Lu Songjian, Lu Kevin N, Cheng Shi-Yuan, Hu Bo, Ma Xiaojun, Nystrom Nicholas, Lu Xinghua
Department of Biomedical Informatics, University of Pittsburgh, Pittsburgh, Pennsylvania, United States of America.
Department of Neurology, Northwestern Brain Tumor Institute, Center for Genetic Medicine, The Robert H. Lurie Comprehensive Cancer Center, Northwestern University Feinberg School of Medicine, Chicago, Illinois, United States of America.
PLoS Comput Biol. 2015 Aug 28;11(8):e1004257. doi: 10.1371/journal.pcbi.1004257. eCollection 2015 Aug.
An important goal of cancer genomic research is to identify the driving pathways underlying disease mechanisms and the heterogeneity of cancers. It is well known that somatic genome alterations (SGAs) affecting the genes that encode the proteins within a common signaling pathway exhibit mutual exclusivity, in which these SGAs usually do not co-occur in a tumor. With some success, this characteristic has been utilized as an objective function to guide the search for driver mutations within a pathway. However, mutual exclusivity alone is not sufficient to indicate that genes affected by such SGAs are in common pathways. Here, we propose a novel, signal-oriented framework for identifying driver SGAs. First, we identify the perturbed cellular signals by mining the gene expression data. Next, we search for a set of SGA events that carries strong information with respect to such perturbed signals while exhibiting mutual exclusivity. Finally, we design and implement an efficient exact algorithm to solve an NP-hard problem encountered in our approach. We apply this framework to the ovarian and glioblastoma tumor data available at the TCGA database, and perform systematic evaluations. Our results indicate that the signal-oriented approach enhances the ability to find informative sets of driver SGAs that likely constitute signaling pathways.

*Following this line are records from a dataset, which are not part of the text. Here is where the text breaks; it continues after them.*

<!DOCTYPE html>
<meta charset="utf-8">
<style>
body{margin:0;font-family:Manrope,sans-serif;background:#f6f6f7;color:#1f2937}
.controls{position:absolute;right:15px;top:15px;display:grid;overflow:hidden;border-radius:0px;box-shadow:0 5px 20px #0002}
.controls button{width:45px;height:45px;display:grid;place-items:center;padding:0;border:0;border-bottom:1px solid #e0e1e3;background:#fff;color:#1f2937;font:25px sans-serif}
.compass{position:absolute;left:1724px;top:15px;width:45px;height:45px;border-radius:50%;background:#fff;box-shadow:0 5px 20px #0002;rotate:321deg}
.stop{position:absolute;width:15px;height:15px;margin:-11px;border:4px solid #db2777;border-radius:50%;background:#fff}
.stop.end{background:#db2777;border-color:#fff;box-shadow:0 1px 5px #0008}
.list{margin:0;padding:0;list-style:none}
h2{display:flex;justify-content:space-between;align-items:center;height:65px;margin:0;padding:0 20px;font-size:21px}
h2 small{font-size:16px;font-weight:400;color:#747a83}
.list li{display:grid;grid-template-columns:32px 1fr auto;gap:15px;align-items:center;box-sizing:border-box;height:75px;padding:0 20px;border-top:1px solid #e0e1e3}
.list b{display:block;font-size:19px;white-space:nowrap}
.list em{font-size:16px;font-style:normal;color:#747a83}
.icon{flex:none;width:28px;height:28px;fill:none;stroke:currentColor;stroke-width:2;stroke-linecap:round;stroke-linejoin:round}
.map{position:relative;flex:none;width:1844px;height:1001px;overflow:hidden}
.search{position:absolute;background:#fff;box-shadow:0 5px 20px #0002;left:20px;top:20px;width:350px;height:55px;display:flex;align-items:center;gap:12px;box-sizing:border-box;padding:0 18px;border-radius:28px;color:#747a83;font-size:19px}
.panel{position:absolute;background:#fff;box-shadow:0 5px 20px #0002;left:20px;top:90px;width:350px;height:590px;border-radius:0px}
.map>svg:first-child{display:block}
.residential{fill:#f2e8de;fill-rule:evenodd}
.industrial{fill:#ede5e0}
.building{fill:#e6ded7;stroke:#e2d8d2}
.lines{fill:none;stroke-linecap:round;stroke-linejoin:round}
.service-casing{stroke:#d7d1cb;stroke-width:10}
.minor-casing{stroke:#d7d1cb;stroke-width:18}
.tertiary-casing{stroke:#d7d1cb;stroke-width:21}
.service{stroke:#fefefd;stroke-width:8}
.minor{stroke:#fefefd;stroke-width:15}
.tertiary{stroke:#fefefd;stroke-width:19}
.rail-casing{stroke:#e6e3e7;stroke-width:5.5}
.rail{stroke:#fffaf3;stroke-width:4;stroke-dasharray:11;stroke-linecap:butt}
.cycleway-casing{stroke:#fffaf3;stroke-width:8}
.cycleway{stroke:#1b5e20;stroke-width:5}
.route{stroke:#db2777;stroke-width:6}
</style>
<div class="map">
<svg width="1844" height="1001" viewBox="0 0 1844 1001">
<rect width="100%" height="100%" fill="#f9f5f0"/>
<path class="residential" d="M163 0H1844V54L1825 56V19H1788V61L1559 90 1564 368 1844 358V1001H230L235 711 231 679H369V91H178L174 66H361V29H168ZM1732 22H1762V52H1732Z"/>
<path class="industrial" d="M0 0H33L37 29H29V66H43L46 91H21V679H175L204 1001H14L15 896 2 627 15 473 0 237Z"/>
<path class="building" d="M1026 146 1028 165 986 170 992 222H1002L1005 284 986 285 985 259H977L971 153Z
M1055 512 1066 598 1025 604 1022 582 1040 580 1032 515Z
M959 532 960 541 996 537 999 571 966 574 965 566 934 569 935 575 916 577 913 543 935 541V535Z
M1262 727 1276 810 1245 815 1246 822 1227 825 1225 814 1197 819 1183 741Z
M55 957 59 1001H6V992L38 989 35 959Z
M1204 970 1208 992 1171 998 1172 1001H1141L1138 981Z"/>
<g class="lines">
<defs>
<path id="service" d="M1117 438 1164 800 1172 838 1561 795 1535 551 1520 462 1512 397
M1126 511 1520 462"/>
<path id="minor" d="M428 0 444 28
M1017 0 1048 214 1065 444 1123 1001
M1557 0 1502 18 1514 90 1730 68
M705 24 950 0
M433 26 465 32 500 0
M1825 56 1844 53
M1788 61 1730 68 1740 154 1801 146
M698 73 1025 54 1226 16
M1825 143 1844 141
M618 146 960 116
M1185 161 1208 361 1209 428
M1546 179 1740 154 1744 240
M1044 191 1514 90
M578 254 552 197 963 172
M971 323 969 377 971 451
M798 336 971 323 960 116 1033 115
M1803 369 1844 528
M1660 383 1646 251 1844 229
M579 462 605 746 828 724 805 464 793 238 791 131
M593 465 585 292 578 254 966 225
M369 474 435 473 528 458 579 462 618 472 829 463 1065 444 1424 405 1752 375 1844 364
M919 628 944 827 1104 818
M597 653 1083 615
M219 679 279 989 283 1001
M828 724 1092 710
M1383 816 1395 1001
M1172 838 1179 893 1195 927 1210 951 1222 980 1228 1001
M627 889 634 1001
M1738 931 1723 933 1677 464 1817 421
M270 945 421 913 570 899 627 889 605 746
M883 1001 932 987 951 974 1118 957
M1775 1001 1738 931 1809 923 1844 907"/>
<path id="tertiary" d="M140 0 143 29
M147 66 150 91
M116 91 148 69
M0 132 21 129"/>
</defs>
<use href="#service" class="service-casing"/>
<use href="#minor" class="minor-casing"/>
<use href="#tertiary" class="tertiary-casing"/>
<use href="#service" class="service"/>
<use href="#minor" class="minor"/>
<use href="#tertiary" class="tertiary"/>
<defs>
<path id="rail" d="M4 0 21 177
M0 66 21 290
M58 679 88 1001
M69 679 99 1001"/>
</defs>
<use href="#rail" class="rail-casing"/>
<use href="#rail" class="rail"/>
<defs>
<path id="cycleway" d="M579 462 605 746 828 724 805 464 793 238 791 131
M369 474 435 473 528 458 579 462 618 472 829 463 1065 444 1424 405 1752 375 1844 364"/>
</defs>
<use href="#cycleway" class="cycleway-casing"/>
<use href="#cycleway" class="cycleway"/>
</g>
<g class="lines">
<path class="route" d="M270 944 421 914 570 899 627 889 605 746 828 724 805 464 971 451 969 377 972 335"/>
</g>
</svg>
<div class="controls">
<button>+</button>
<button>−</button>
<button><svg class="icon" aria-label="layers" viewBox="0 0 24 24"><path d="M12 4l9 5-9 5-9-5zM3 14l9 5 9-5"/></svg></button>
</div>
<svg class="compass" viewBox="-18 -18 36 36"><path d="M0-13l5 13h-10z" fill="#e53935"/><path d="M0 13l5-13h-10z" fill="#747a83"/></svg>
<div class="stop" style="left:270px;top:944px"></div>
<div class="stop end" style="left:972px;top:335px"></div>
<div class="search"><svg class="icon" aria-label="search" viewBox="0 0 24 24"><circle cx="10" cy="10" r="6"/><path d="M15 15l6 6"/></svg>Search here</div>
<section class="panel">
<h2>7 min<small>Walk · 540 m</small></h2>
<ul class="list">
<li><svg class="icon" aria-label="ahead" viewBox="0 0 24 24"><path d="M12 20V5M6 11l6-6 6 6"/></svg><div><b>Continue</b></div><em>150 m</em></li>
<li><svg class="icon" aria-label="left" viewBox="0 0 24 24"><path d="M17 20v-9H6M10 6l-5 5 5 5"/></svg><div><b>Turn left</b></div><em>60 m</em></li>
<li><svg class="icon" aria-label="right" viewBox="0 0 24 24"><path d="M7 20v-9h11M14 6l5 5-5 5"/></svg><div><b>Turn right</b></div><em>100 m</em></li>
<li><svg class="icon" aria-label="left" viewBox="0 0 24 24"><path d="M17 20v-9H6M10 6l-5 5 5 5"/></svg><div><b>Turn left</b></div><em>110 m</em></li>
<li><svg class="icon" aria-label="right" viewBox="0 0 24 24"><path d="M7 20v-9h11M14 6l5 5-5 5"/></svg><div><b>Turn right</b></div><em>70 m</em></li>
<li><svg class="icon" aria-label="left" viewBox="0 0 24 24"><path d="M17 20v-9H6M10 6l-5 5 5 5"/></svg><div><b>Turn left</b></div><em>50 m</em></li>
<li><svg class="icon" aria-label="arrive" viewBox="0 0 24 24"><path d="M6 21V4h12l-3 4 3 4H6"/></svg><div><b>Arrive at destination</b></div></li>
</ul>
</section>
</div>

癌症基因组研究的一个重要目标是确定疾病机制和癌症异质性背后的驱动通路。众所周知,影响共同信号通路中编码蛋白质的基因的体细胞基因组改变(SGA)表现出相互排斥性,即这些SGA通常不会在肿瘤中共存。在一定程度上,这一特征已被用作目标函数来指导寻找通路中的驱动突变。然而,仅相互排斥性不足以表明受此类SGA影响的基因处于共同通路中。在此,我们提出了一种新颖的、以信号为导向的框架来识别驱动SGA。首先,我们通过挖掘基因表达数据来识别受干扰的细胞信号。接下来,我们寻找一组关于此类受干扰信号携带强信息且表现出相互排斥性的SGA事件。最后,我们设计并实现了一种高效的精确算法来解决我们方法中遇到的一个NP难问题。我们将此框架应用于TCGA数据库中可用的卵巢癌和胶质母细胞瘤肿瘤数据,并进行系统评估。我们的结果表明,以信号为导向的方法增强了找到可能构成信号通路的信息丰富的驱动SGA集的能力。